*What needs to be done*
Report each line below that carries the word "worn".
Input material section start
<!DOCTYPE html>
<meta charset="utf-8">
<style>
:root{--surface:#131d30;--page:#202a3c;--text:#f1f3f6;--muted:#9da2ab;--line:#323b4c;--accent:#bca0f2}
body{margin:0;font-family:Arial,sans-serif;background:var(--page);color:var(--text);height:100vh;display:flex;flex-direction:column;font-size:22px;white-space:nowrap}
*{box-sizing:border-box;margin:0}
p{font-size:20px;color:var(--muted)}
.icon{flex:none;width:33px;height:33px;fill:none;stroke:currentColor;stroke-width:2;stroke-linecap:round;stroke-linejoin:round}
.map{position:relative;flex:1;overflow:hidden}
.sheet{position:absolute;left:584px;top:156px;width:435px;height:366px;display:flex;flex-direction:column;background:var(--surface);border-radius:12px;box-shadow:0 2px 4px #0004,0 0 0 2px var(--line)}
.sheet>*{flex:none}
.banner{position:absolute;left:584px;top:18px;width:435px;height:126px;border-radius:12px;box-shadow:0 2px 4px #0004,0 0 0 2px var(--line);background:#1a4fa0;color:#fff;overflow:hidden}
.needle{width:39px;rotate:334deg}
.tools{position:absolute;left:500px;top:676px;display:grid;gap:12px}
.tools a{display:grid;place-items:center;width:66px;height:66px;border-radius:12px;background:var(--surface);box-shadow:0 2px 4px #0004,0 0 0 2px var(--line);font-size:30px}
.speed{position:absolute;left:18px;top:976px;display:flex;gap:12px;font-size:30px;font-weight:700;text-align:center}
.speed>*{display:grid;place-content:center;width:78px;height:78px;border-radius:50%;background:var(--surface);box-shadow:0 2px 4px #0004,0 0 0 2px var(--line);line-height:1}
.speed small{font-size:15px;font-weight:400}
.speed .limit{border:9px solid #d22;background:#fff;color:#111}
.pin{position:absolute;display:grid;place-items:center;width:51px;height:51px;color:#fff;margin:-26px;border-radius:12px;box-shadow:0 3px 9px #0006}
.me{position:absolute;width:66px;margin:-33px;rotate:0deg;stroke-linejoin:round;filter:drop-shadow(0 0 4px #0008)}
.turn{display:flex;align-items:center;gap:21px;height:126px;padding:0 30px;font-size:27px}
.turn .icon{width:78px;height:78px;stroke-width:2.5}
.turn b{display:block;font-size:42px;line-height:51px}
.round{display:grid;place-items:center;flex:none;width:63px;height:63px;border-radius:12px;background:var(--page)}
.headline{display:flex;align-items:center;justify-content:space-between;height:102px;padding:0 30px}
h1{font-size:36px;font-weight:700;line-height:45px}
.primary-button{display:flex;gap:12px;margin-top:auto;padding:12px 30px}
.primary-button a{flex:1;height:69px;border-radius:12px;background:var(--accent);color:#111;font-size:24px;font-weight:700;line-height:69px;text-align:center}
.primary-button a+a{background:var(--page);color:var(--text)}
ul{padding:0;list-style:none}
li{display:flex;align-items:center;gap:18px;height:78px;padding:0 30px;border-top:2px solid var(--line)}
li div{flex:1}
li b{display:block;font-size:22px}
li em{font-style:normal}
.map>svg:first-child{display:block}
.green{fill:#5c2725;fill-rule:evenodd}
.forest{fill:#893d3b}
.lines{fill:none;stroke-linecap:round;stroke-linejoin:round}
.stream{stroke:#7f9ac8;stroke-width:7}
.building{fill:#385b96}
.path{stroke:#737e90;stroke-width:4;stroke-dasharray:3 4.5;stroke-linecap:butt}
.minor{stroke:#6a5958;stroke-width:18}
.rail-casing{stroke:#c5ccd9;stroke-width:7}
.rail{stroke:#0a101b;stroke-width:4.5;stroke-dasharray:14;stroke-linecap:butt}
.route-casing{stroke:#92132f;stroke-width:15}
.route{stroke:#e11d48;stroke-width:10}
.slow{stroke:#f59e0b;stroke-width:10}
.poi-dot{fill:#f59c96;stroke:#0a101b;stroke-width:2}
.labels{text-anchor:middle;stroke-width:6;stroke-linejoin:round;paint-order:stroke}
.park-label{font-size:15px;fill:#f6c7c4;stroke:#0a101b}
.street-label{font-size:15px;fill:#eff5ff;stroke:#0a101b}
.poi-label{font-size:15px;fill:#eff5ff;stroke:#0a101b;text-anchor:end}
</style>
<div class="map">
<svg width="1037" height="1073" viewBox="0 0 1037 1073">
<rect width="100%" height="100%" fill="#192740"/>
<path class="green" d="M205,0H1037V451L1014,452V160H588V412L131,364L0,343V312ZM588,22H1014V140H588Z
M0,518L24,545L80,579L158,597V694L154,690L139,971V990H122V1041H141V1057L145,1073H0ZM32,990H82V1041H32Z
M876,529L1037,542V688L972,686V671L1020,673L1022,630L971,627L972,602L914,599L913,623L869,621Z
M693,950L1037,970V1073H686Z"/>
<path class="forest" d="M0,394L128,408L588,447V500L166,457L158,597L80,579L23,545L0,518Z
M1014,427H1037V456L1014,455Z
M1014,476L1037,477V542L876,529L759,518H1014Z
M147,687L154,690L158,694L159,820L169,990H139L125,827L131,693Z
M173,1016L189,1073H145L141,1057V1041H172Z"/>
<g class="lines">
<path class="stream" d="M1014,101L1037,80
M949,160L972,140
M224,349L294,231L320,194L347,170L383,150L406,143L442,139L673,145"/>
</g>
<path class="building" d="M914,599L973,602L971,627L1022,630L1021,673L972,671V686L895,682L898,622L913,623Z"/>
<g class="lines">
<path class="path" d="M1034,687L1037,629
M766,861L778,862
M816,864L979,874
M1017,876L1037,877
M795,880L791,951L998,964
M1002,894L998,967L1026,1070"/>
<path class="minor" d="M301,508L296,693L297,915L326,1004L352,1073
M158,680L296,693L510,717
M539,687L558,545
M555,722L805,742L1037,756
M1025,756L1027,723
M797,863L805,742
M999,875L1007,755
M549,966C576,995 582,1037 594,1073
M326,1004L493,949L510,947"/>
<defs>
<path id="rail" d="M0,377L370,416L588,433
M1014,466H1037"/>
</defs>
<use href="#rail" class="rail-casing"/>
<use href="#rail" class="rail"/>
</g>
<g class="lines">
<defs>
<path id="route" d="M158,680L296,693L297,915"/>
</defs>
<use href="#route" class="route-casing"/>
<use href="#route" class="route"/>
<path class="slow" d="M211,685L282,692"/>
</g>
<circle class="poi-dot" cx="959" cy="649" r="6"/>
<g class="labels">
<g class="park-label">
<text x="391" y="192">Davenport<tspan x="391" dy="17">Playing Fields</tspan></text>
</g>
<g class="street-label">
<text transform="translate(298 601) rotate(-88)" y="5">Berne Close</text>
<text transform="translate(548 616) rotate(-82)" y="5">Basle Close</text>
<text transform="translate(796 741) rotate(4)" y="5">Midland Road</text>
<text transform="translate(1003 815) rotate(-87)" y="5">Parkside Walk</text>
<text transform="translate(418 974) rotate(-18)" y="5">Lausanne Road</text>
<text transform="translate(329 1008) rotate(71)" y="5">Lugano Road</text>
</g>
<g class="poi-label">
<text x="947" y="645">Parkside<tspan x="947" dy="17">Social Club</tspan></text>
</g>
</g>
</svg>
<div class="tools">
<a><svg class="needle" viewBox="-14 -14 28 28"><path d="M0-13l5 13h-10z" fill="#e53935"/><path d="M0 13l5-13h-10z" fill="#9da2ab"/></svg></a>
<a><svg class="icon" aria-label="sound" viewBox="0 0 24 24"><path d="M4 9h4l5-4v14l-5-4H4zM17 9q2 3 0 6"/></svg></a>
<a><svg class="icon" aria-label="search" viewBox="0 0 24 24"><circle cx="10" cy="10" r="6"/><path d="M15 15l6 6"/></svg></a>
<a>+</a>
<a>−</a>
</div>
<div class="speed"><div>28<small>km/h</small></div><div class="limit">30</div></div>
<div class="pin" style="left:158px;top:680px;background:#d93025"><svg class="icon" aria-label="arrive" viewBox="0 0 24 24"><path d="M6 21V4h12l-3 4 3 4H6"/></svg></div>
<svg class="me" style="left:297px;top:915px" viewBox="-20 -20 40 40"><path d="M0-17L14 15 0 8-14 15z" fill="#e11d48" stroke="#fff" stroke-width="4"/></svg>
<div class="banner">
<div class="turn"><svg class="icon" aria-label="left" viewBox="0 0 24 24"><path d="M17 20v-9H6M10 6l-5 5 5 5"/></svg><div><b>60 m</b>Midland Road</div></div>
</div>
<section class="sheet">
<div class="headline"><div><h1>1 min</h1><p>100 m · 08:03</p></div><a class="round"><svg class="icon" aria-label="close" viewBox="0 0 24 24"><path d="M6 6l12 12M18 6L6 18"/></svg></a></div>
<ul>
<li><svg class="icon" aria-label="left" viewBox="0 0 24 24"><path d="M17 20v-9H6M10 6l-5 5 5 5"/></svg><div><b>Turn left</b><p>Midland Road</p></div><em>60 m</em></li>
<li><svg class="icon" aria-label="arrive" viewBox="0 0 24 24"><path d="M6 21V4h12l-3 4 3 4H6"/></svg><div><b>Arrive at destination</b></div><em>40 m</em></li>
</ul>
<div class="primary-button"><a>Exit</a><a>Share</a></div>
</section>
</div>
Input material section end
Input material section start
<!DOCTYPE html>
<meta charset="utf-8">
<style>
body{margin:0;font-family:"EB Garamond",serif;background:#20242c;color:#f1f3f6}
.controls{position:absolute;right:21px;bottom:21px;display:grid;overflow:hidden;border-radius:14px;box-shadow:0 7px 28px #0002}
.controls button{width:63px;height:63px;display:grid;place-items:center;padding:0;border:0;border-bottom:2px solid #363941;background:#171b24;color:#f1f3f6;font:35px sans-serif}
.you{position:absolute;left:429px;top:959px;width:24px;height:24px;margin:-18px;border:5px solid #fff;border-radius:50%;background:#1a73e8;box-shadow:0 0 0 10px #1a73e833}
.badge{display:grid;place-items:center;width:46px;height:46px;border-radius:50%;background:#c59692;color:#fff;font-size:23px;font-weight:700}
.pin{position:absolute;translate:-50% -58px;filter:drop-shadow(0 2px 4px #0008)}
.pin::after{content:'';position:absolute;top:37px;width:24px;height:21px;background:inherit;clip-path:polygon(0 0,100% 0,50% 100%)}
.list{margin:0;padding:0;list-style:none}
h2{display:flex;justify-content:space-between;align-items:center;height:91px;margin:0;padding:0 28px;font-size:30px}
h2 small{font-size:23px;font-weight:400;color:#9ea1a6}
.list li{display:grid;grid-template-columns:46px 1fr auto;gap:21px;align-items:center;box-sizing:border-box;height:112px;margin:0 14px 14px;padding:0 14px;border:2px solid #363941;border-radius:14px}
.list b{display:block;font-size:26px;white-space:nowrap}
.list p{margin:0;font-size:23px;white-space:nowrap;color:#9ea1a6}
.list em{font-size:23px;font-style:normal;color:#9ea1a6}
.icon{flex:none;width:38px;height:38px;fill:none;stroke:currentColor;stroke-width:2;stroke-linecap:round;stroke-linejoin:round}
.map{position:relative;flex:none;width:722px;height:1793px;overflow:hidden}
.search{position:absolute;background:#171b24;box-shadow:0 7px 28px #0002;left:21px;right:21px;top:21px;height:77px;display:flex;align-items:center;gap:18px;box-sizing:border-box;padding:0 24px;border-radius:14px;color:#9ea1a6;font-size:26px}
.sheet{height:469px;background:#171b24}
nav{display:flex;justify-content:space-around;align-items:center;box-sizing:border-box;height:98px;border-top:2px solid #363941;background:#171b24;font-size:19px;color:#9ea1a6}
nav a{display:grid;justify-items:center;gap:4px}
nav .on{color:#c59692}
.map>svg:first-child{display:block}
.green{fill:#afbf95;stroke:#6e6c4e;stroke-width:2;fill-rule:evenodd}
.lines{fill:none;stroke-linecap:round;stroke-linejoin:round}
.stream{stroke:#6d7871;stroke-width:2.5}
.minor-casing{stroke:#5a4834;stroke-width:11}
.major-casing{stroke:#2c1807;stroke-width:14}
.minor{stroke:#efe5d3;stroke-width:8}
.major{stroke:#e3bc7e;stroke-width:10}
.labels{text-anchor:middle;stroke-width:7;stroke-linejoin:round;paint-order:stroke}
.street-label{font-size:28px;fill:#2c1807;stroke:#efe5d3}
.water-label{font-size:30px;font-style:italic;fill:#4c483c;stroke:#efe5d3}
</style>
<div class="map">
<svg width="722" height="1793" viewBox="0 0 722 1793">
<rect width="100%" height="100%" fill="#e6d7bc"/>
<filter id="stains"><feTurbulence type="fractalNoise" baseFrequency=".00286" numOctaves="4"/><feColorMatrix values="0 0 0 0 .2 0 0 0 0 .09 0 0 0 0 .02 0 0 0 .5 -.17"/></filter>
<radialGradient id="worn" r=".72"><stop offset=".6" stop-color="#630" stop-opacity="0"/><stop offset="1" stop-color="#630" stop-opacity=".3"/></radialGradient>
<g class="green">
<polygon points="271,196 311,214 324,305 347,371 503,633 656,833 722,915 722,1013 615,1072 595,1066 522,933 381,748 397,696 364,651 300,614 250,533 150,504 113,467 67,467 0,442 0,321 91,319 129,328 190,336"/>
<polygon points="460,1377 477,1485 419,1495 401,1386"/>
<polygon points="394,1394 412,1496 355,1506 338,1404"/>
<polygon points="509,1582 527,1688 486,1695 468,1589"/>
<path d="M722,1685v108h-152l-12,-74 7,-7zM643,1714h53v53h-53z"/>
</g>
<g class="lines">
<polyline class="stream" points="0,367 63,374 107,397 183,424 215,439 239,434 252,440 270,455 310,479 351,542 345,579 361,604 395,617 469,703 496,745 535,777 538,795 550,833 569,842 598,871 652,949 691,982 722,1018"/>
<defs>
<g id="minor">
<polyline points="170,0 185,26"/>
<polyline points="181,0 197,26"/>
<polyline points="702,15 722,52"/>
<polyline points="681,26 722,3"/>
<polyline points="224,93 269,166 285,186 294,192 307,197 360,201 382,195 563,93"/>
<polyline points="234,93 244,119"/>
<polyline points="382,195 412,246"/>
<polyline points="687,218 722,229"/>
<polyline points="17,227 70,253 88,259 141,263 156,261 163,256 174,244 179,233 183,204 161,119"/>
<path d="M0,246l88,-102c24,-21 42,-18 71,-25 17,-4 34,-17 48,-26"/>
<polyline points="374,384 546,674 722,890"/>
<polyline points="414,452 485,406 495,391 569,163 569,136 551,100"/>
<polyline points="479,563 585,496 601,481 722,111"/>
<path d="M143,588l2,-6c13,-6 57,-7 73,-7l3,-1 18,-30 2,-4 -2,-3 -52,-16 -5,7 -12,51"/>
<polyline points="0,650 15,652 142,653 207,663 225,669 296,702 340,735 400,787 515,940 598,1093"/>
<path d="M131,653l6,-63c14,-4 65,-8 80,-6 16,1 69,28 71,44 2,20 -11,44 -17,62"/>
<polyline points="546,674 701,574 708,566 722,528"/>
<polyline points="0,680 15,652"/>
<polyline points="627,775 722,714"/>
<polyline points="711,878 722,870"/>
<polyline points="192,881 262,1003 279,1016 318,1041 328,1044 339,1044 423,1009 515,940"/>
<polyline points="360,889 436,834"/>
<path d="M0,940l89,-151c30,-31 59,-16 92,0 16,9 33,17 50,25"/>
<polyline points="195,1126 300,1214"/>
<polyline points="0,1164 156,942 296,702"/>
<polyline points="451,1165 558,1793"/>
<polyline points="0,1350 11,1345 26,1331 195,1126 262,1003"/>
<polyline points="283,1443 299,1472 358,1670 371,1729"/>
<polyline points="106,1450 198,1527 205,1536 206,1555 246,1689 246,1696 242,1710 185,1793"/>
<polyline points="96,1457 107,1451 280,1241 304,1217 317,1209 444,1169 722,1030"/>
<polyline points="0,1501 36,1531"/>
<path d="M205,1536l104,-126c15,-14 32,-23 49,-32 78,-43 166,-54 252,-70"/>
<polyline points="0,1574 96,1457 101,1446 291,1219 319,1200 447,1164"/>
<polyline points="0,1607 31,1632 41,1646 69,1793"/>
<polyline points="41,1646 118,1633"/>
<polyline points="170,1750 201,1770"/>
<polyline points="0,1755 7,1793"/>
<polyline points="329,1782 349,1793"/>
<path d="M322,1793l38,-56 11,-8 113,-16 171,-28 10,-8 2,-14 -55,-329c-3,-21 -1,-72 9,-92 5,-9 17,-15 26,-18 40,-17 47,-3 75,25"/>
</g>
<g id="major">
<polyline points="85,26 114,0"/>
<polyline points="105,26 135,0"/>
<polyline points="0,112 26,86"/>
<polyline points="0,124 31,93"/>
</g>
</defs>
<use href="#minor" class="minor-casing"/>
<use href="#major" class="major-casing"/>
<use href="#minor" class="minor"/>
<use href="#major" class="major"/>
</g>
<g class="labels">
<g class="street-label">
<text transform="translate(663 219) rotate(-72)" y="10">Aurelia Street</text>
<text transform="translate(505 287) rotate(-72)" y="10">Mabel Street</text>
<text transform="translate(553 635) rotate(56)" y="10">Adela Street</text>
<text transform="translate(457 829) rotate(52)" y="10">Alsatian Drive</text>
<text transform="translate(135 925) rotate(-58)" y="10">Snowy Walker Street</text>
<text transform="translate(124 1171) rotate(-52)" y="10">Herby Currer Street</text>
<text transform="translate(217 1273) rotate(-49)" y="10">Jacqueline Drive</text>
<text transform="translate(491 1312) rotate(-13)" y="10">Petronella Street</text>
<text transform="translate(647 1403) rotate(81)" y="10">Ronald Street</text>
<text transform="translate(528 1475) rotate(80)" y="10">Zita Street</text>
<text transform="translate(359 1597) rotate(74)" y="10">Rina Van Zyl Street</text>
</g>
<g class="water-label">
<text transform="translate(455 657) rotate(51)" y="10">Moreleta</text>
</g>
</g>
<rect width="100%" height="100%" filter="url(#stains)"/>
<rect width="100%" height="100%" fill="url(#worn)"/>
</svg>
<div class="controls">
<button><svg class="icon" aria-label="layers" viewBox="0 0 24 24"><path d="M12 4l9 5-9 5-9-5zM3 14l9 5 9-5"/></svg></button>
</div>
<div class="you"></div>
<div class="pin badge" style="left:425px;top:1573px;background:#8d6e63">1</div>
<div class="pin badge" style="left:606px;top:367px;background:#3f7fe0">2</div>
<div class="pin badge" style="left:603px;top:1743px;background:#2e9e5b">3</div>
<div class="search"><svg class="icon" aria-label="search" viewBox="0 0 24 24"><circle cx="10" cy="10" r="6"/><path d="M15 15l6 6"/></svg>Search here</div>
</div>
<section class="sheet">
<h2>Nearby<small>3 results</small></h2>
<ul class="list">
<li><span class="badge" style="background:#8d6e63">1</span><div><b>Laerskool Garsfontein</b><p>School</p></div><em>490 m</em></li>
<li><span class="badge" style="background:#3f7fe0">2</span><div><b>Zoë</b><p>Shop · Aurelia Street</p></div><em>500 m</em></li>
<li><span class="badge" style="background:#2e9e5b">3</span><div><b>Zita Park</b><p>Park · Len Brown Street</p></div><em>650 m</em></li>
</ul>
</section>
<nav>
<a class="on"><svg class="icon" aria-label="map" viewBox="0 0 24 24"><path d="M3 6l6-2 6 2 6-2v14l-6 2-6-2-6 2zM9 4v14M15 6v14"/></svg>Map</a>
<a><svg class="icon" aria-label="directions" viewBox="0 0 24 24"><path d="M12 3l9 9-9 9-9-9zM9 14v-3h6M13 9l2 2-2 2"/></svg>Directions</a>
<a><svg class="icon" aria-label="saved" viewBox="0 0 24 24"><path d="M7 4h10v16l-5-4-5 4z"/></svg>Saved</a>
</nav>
Input material section end
*Response to the task*
<radialGradient id="worn" r=".72"><stop offset=".6" stop-color="#630" stop-opacity="0"/><stop offset="1" stop-color="#630" stop-opacity=".3"/></radialGradient>
<rect width="100%" height="100%" fill="url(#worn)"/>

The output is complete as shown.